Se alejó de las ruinas y regresó al vehículo por entre los olivos centenarios.

Alguien debía de cuidar los olivos porque las ramas bajas estaban podadas y una hierba pálida y seca de pocos centímetros cubría el suelo entre miles de viejos huesos grises de oliva. Los árboles estaban dispuestos en hileras que, sin embargo, parecían naturales, como si por azar hubiesen crecido guardando esa distancia entre ellos. El viento producía un susurro ligeramente percusivo en las hojas. De pie en medio del bosque, donde no veía más que olivos y cielo; se fijó de nuevo en la rápida alternancia de los dos colores de las hojas en el viento, verde y gris, gris y verde...

Se alzó de puntillas y tiró de una ramita para inspeccionar las hojas. Recordó: de cerca el color de las dos caras no era tan distinto, verde mate, caqui pálido. Pero cuando el viento agitaba una colina poblada de esas hojas, los dos colores se distinguían claramente. A la luz de la luna, alternaban el negro y la plata; contra el sol, la diferencia era de textura, mate o brillante.

Se acercó a un olivo y tocó la corteza: rectángulos rugosos y quebrados, un tono gris verdoso, semejante al del envés de las hojas, pero más oscuro y a menudo cubierto por otro verde, el verde amarillento del liquen, el verde amarillento o el gris de un acorazado. Había pocos olivos en Marte, aún no habían creado Mediterráneos. No, se sentía en la Tierra, como sí de nuevo tuviese diez años, llevaba aquel niño pesado en su interior. Las fisuras que separaban los rectángulos de corteza eran superficiales, y en algunos puntos la cubierta había caído. El auténtico color era un beige pálido y leñoso, pero como el liquen cubría casi toda la superficie era difícil estar seguro. Árboles cubiertos de liquen; Michel no había reparado en ello. Las ramas altas eran más lisas, las fisuras no eran más que líneas de color carne y el liquen, más suave, como un polvo verde.

Las raíces eran grandes y poderosas. Los troncos se expandían a medida que se acercaban al suelo y extendían unas protuberancias semejantes a dedos separados, puños nudosos que se hundían en la tierra. Ningún mistral podría desarraigar aquellos árboles. Ni siquiera un viento marciano.

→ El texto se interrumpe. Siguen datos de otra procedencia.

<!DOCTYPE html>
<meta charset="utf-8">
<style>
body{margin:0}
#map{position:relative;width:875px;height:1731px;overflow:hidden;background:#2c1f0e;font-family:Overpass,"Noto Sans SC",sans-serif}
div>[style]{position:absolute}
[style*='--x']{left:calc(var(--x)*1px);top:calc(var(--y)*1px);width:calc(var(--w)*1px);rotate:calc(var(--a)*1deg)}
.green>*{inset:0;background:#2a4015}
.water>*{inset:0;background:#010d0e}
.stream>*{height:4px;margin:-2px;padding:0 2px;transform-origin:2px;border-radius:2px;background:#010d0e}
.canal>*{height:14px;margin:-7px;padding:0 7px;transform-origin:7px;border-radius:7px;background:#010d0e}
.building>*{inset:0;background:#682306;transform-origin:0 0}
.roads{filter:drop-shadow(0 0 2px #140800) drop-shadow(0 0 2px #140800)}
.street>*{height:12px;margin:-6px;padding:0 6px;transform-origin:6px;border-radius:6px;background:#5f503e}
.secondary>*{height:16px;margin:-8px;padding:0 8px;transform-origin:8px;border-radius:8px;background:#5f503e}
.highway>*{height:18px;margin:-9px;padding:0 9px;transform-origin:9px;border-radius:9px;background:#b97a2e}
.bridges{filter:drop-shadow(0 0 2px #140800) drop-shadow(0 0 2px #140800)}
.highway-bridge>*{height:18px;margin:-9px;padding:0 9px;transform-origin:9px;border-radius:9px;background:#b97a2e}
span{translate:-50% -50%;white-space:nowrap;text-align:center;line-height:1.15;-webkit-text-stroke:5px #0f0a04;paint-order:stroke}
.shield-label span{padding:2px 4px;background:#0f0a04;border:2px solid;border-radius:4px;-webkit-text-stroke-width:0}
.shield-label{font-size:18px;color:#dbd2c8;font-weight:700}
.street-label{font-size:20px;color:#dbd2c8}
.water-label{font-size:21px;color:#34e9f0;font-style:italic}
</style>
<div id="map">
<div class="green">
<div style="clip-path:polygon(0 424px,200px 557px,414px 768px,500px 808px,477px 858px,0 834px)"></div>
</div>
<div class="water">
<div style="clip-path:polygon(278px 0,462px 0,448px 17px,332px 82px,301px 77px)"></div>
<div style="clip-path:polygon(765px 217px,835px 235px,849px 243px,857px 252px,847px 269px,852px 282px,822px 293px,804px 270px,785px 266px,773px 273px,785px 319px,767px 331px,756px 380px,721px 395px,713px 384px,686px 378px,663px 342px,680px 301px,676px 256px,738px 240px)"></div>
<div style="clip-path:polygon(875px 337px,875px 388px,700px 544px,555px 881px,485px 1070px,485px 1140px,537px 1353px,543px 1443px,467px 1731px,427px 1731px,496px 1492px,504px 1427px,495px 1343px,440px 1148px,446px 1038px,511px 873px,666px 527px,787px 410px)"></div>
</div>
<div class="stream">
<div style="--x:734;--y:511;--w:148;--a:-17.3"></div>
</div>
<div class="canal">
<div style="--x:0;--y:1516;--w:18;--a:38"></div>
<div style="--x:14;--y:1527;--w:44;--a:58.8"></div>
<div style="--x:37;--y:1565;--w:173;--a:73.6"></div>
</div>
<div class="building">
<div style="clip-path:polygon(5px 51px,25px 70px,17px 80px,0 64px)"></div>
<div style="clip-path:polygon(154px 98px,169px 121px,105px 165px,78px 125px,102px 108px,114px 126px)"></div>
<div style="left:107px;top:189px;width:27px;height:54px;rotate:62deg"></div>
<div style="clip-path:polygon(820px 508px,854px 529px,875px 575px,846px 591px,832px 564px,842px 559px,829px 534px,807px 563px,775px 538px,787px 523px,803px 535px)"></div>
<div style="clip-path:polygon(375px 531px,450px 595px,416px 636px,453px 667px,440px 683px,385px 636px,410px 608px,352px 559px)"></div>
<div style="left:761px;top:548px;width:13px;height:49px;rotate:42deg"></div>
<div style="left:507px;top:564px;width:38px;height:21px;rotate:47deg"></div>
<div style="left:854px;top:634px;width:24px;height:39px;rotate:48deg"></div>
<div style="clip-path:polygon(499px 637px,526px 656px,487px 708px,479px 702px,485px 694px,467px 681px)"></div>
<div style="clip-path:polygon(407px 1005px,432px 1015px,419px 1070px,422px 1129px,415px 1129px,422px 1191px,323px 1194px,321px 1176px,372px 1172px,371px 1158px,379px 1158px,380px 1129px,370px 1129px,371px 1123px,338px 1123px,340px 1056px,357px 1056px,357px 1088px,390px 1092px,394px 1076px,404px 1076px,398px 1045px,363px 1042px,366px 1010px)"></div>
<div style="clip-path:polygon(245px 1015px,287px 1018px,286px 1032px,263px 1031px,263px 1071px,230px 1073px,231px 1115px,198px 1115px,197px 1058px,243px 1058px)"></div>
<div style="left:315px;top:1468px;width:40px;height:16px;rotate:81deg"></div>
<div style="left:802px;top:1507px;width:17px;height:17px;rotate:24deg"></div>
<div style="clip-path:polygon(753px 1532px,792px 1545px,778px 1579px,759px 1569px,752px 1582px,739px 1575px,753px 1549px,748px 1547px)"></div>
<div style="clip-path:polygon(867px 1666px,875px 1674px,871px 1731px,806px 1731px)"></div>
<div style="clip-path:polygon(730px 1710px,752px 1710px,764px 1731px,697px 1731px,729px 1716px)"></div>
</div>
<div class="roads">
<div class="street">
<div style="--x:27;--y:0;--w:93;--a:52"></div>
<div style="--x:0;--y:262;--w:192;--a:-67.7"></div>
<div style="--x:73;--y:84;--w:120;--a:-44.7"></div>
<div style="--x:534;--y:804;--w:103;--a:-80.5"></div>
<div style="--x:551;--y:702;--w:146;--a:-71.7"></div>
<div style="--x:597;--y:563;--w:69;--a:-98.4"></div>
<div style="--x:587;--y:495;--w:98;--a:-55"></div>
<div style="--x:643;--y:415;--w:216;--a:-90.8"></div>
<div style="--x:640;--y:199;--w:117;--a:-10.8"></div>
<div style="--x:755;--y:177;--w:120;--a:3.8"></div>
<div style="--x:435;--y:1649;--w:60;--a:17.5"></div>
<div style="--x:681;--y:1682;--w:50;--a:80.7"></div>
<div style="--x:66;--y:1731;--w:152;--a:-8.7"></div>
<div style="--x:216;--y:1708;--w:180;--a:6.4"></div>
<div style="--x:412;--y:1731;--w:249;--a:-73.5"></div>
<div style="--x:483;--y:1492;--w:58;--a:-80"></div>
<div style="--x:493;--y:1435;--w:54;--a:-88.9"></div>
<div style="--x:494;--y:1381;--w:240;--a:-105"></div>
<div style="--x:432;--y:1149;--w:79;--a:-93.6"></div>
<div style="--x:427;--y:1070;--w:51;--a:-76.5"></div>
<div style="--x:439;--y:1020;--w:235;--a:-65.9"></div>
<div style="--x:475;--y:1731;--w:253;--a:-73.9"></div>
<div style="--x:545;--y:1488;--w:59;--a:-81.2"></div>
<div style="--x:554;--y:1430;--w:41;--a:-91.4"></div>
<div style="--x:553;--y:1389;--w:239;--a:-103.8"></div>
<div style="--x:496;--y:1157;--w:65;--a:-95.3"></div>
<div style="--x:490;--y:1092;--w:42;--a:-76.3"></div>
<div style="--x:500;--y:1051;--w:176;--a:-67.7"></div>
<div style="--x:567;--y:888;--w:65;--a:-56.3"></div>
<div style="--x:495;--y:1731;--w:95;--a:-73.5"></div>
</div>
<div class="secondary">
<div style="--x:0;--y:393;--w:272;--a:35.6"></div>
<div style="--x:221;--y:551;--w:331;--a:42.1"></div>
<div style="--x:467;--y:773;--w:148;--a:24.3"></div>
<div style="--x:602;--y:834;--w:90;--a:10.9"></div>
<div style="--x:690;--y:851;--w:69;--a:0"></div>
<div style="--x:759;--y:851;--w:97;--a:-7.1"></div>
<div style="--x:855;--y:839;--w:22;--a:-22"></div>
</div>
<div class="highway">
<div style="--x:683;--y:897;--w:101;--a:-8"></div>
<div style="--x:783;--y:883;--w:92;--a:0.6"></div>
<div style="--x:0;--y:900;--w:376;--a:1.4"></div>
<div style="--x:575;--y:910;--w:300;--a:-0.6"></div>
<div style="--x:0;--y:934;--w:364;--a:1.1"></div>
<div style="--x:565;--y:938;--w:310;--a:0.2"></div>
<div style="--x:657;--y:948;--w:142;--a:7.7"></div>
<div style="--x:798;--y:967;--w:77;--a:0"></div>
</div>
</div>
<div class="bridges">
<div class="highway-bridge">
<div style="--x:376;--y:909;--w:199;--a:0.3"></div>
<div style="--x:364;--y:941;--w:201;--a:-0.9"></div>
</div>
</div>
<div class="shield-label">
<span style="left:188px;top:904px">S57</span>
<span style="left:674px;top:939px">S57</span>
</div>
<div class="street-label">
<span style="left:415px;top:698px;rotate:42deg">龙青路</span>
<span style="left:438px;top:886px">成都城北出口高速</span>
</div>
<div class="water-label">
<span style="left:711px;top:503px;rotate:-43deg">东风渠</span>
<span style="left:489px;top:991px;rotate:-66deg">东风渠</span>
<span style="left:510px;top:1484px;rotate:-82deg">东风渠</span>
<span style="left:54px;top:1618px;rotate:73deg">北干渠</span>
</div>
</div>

El suelo estaba cubierto de huesos viejos y de olivas negras y apergaminadas. Tomó una cuya oscura piel aún estaba lisa y la desgarró con las uñas. El jugo de color púrpura le manchó los dedos y cuando lo lamió descubrió que el sabor era muy distinto del que asociaba a las olivas. Agrio. Mordió la carne, que parecía la pulpa de una ciruela, y su sabor, agrio y amargo, en nada parecido al de las olivas que solía comer excepto en el regusto aceitoso, desbocó su memoria como uno de los
deja vu
de Maya... ¡Había hecho eso mismo antes! De niño las había probado muchas veces con la esperanza de que el sabor se pareciera al de las olivas de mesa y así poder disponer de un tentempié durante sus juegos, una suerte de maná en su pequeño espacio de libertad. Pero la carne (más pálida cuanto más te acercabas al hueso) se empecinaba en conservar su desagradable sabor, que se le había fijado en la memoria como una persona, amargo y agrio. Y sin embargo ahora le resultaba agradable debido al recuerdo que evocaba. Tal vez se había curado.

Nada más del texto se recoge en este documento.